В этот раз я отвозил их в Киргизию. Стояло начало лета. И вот на одной станции под названием «Сопак», что не так далеко от Аральска, ко мне в вагон через окно стрелой влетел белый с коричневым оттенком на крыльях голубь. Какой-то напуганный и взъерошенный, хвост выщипанный, словно он вырвался из кошачьих когтей. Через минуту-другую к вагону подбежал мальчик лет 12-13, шустрый такой, с рогаткой в руках. В расстегнутой рубашке. В коротких штанишках. С непокрытой головой. Перо голубиное торчало за повязкой в волосах. По-казахски он обратился ко мне, показывая на голубя, дескать, отдай мне его. Еще несколько ребятишек такого же возраста подбежали. Тоже одеты кто как. Вспотевшие, лица измазаны то ли черной краской, то ли углем, и почти у каждого рогатка. Понял я, что они играют в «туземцев». И этот мальчик с голубиным пером на голове – их «вождь». «Значит, голубь замучен не какой-то кошкой, а ими», – подумал я. И начал читать им всем «лекцию», старательно внушать, что над птицами нельзя издеваться, в том числе и над голубями. Голубь – это наш символ мира и дружбы. Издеваясь над ним, вы делаете недоброе, даже пакостное дело. Если вы сейчас меня не послушаетесь, не уйдете отсюда, я пойду к вашим родителям, расскажу им, чем вы занимаетесь, и они накажут вас за это. Гляжу, они ничего не понимают. «Вождь», перебивая меня, капризно лопочет что-то по-своему. И уже с какой-то дикой дерзостью замахал руками. Голубь, забившись в угол вагона, стал озираться по сторонам, видимо, догадывался, что разговор идет о нем, решается именно его судьба. А когда «вождь» стал залазить в вагон, он стал метаться и, удивительно, на улицу не вылетал. Я уже хотел было сделать сердитый вид и повысить голос на «вождя». Но наш товарняк тронулся. Голубь опять в углу занял свое место. «Вождь» спрыгнул обиженный и недовольный. «Туземцы» окружили его и громко о чем-то заспорили.

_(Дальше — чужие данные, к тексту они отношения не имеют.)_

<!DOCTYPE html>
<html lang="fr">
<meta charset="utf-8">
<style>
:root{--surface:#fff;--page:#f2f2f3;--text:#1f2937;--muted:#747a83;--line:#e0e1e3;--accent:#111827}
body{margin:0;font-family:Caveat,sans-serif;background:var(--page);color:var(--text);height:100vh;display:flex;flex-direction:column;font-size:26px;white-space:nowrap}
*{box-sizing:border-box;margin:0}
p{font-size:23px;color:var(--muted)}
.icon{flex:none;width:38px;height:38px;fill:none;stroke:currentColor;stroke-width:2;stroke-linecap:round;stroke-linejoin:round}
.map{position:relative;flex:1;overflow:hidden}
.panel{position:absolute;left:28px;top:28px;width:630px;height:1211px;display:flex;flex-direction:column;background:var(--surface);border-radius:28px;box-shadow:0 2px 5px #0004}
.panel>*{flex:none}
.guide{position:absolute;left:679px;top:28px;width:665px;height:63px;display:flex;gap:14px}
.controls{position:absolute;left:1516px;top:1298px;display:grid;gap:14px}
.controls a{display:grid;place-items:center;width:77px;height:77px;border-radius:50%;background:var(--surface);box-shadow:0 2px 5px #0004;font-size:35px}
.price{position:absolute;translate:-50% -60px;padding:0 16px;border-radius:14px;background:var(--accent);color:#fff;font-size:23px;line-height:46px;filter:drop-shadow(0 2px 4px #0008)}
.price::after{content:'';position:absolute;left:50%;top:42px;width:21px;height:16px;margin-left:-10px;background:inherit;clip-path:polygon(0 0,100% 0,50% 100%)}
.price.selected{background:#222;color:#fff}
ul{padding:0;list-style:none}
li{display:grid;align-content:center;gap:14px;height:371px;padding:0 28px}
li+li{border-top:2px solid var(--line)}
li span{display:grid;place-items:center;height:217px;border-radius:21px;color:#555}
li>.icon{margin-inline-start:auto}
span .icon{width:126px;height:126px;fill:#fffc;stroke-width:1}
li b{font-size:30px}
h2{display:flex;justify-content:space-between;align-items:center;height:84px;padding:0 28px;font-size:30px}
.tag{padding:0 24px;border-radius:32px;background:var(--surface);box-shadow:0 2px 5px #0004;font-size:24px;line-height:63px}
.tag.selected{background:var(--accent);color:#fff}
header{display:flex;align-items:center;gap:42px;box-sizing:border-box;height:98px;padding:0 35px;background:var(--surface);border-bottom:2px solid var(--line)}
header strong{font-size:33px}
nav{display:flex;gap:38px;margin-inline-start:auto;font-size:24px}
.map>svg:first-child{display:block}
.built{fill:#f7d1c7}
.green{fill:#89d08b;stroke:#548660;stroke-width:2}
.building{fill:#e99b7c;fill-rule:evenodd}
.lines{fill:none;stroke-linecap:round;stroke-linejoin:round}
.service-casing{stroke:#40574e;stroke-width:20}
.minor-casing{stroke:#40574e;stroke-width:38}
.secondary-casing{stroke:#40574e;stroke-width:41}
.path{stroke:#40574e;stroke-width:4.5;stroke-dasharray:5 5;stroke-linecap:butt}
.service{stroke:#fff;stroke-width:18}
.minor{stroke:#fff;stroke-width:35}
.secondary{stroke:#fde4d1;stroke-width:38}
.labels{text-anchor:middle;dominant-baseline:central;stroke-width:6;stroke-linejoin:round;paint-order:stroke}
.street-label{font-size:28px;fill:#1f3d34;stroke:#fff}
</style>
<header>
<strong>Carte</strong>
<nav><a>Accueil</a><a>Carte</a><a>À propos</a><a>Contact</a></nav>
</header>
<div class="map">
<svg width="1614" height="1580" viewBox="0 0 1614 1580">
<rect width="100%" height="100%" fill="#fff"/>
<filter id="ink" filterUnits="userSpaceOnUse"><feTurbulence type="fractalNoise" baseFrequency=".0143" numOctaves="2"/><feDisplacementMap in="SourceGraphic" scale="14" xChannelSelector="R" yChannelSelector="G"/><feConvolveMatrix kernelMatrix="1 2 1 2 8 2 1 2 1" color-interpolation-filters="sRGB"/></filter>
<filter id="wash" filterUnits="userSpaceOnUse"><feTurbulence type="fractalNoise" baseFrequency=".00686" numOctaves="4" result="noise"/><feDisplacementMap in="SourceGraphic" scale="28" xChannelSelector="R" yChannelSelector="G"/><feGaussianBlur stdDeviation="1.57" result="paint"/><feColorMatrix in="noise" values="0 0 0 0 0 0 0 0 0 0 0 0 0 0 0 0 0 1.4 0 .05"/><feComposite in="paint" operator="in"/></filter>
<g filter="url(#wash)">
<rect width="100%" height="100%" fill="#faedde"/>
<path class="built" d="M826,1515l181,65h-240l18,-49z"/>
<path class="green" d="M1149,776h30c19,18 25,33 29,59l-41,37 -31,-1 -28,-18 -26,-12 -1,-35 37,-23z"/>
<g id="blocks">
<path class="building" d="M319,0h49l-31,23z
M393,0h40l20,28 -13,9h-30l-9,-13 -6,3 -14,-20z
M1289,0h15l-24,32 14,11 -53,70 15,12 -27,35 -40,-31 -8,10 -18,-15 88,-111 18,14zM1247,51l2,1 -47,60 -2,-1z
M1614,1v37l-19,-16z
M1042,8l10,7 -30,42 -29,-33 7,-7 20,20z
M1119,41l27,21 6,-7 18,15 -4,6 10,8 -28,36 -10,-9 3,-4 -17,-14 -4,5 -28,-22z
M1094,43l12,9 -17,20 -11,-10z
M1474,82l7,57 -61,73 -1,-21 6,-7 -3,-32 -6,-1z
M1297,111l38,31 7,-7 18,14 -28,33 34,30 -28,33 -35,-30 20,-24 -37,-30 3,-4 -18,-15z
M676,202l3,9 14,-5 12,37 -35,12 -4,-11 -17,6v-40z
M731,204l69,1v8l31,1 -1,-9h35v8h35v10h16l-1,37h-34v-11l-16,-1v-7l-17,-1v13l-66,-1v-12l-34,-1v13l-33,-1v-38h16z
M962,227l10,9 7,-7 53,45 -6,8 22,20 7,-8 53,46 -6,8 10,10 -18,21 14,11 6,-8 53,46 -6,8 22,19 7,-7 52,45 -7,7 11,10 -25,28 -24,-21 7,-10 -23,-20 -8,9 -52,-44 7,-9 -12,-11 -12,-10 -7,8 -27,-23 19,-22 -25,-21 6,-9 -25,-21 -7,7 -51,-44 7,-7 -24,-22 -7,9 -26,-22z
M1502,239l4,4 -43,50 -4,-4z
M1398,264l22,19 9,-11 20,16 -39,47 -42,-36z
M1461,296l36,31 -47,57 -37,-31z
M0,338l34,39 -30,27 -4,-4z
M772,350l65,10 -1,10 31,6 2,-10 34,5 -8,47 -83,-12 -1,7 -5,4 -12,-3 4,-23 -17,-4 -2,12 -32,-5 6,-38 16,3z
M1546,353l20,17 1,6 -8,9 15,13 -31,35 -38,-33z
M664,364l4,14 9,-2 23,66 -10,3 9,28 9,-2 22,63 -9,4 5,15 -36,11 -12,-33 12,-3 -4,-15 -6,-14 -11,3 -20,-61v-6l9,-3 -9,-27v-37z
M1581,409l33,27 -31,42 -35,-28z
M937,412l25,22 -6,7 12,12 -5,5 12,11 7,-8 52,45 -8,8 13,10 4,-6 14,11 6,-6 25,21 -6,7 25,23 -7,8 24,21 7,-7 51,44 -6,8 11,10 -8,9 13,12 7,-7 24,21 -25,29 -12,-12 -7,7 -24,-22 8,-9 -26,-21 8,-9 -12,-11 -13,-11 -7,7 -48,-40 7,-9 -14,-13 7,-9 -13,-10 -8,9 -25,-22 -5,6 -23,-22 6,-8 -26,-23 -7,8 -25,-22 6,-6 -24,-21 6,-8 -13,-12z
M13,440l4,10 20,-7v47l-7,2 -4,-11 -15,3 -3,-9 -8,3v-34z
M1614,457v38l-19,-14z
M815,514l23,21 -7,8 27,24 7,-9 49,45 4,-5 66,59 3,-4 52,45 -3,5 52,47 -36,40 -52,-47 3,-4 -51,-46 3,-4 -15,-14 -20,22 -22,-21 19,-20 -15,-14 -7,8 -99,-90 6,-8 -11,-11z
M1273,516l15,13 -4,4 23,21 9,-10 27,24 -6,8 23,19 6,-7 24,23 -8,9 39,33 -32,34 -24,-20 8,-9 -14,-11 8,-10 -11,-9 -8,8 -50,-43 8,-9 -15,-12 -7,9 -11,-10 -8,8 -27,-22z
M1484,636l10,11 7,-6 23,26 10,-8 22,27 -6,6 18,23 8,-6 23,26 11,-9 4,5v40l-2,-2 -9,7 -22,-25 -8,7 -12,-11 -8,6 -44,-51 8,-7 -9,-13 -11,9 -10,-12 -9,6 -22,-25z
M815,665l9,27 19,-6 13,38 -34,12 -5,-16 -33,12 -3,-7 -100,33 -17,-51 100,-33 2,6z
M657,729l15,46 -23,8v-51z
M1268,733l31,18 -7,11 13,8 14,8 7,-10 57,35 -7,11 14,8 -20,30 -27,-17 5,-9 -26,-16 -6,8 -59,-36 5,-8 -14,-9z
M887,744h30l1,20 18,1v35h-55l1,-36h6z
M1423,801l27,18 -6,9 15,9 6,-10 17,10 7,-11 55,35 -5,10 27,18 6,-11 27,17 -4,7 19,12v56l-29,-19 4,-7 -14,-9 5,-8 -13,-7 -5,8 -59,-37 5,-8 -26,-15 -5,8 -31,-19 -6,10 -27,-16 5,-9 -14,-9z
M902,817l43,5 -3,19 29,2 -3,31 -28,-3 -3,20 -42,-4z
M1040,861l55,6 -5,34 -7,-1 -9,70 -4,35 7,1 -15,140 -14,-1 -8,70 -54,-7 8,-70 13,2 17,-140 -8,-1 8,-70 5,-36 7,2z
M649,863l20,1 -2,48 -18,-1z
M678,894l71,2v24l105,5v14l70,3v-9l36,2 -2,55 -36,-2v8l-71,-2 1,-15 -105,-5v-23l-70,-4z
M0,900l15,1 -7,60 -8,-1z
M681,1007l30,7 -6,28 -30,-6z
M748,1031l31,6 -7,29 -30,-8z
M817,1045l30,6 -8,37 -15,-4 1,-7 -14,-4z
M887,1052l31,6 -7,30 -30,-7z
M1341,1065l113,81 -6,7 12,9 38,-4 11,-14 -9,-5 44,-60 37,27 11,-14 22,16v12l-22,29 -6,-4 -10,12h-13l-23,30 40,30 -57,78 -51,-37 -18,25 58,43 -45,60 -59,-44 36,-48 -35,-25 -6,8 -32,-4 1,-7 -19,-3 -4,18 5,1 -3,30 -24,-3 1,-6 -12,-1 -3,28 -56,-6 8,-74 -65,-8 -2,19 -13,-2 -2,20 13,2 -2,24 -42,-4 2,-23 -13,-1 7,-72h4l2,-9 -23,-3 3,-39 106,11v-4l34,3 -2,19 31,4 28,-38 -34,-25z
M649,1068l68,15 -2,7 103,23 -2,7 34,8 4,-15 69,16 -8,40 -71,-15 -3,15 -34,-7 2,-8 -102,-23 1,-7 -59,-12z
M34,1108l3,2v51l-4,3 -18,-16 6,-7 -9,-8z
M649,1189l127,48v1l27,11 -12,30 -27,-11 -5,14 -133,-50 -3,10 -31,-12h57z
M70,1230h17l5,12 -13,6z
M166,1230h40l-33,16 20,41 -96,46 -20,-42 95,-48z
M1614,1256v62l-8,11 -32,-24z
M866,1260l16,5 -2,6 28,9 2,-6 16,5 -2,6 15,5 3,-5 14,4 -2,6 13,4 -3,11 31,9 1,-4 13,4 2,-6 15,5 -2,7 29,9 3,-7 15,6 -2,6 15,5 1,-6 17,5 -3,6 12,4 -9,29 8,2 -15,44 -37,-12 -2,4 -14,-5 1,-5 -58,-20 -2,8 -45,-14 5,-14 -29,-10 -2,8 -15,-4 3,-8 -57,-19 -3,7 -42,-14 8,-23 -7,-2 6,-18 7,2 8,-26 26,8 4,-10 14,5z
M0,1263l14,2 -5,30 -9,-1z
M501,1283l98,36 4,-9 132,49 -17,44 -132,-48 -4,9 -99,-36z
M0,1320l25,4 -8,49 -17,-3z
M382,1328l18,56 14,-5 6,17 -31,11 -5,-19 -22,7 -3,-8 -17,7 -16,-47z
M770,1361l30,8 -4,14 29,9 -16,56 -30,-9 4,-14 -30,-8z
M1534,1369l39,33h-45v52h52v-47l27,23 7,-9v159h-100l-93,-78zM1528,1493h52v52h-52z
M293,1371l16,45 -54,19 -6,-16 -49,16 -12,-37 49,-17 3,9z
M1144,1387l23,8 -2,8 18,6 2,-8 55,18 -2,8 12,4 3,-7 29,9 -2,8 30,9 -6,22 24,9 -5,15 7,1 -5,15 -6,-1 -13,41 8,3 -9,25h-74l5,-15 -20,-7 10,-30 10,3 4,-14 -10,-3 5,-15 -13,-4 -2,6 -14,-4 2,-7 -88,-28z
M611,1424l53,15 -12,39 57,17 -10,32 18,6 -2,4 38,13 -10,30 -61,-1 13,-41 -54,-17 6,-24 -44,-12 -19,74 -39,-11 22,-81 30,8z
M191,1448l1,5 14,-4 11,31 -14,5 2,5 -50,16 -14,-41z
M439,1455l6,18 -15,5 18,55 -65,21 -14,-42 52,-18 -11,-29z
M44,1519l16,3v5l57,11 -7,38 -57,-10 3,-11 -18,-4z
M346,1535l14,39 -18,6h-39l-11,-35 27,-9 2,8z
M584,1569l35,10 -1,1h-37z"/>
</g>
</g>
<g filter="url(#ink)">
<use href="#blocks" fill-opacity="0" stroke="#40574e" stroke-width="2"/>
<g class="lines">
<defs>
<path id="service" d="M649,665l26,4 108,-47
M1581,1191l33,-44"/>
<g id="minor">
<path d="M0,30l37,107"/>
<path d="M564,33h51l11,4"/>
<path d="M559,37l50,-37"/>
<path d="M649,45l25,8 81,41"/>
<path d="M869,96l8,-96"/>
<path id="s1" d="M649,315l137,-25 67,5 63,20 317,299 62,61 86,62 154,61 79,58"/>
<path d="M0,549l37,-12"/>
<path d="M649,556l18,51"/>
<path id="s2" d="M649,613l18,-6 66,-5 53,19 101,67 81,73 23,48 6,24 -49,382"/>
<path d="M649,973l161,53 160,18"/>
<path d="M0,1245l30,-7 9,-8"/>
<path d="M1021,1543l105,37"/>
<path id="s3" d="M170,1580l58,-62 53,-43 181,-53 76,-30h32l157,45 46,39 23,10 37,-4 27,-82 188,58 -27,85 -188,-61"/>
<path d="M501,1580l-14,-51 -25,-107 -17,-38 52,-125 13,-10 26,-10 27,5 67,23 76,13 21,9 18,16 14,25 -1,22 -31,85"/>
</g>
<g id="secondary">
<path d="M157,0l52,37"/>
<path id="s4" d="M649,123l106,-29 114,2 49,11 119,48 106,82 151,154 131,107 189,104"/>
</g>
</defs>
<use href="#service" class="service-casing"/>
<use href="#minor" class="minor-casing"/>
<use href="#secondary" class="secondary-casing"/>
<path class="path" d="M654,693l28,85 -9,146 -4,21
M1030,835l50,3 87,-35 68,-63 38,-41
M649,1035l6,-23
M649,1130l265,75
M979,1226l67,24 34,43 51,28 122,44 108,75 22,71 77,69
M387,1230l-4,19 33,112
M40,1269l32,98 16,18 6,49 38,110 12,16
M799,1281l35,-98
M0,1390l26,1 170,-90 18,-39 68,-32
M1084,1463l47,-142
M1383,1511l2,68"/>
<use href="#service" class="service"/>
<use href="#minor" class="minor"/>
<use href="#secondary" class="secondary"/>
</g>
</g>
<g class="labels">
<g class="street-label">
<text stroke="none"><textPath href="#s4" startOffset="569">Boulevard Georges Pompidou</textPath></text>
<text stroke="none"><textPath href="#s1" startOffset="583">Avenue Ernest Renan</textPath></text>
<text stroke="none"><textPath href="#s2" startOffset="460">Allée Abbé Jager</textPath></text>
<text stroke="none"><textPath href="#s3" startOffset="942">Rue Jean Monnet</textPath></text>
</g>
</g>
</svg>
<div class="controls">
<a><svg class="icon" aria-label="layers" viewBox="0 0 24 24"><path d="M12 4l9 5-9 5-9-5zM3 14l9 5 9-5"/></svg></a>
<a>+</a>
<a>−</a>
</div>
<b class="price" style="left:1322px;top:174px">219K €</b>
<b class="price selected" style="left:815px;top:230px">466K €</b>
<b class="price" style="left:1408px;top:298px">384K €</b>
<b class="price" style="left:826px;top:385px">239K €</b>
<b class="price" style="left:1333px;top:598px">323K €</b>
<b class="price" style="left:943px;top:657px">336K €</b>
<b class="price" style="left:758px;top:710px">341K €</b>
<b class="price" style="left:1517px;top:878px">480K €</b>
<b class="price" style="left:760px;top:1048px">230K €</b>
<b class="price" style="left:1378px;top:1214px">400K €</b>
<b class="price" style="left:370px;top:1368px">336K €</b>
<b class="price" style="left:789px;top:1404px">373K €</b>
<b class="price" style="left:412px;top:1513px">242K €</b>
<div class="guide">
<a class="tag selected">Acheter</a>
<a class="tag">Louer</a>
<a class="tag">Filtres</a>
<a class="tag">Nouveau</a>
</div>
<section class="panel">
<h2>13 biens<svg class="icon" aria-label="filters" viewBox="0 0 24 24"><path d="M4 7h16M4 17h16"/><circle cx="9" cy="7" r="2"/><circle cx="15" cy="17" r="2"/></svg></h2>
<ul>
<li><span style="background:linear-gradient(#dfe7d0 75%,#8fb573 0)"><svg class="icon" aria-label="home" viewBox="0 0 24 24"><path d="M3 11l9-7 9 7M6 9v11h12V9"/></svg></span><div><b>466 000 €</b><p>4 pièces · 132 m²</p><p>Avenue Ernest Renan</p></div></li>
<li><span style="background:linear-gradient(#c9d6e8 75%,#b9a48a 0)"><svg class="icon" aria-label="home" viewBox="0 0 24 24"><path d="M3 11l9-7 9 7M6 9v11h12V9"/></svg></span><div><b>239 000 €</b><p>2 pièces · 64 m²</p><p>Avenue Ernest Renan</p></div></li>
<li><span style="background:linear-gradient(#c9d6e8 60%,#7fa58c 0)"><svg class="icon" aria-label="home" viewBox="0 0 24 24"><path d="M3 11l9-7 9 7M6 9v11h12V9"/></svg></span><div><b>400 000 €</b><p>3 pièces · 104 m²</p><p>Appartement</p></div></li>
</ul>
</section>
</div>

Целые сутки прошли, а голубь, как ни звал я его, не слетал из своего угла. Видно, досталось ему от «туземцев», что никак не мог опомниться. Спустя еще некоторое время слетел мой голубчик, видно, голод и вправду не тетка. Стал клевать хлеб, который я ему заранее накрошил, но клевал с такой осторожностью, что стоило мне чуть шевельнуть рукой, как он норовил вспорхнуть.

Тут я горько усмехнулся, вспомнив наш лозунг: «Птицы – наши друзья». Вот явное доказательство, какие мы им «друзья».

Но через два-три дня голубь ко мне начал привыкать. Перестал бояться. Несколько раз вылетал из вагона, я думал: «Ну все, улетел насовсем!» Нет. Опять возвращался. Он быстро поправился. Гладким стал. Только хвост был неровный.

Наш товарняк уже подъезжал к Киргизии. И вот на седьмой день, до восхода солнца (я спал на тюках сена) голубь сел рядом со мной, заворковал, и я проснулся. Думал, что он есть захотел. С радостью накрошил ему хлеба, налил водички, а он ни пить, ни клевать не стал. Поворковал еще немного, поднялся и полетел. Полетел прямой линией, как будто давно запланированной, в ту сторону, где вставал рассвет. Я наблюдал за ним до тех пор, пока он не скрылся из виду. За неделю привык к нему. И расставание было неожиданным.

Я понял, что он меня разбудил для того, чтобы поблагодарить и попрощаться со мной. Голубь – птица умная.

Март, 2002 г.

Поэзия русской гармони

Прочитал я в «Горьковском рабочем» за 22 ноября 1985 года зарисовку писателя Александра Сизова под заголовком «Рождение гармони». Мне она напомнила, как несколько лет назад в рейсовом автобусе я увидел у незнакомого мужчины в руках самодельную гармонь. Я вырос в деревне и начал играть на русской и хромке еще со школьных лет. И различать фабричную гармонь от гармони любителя-мастера научился рано.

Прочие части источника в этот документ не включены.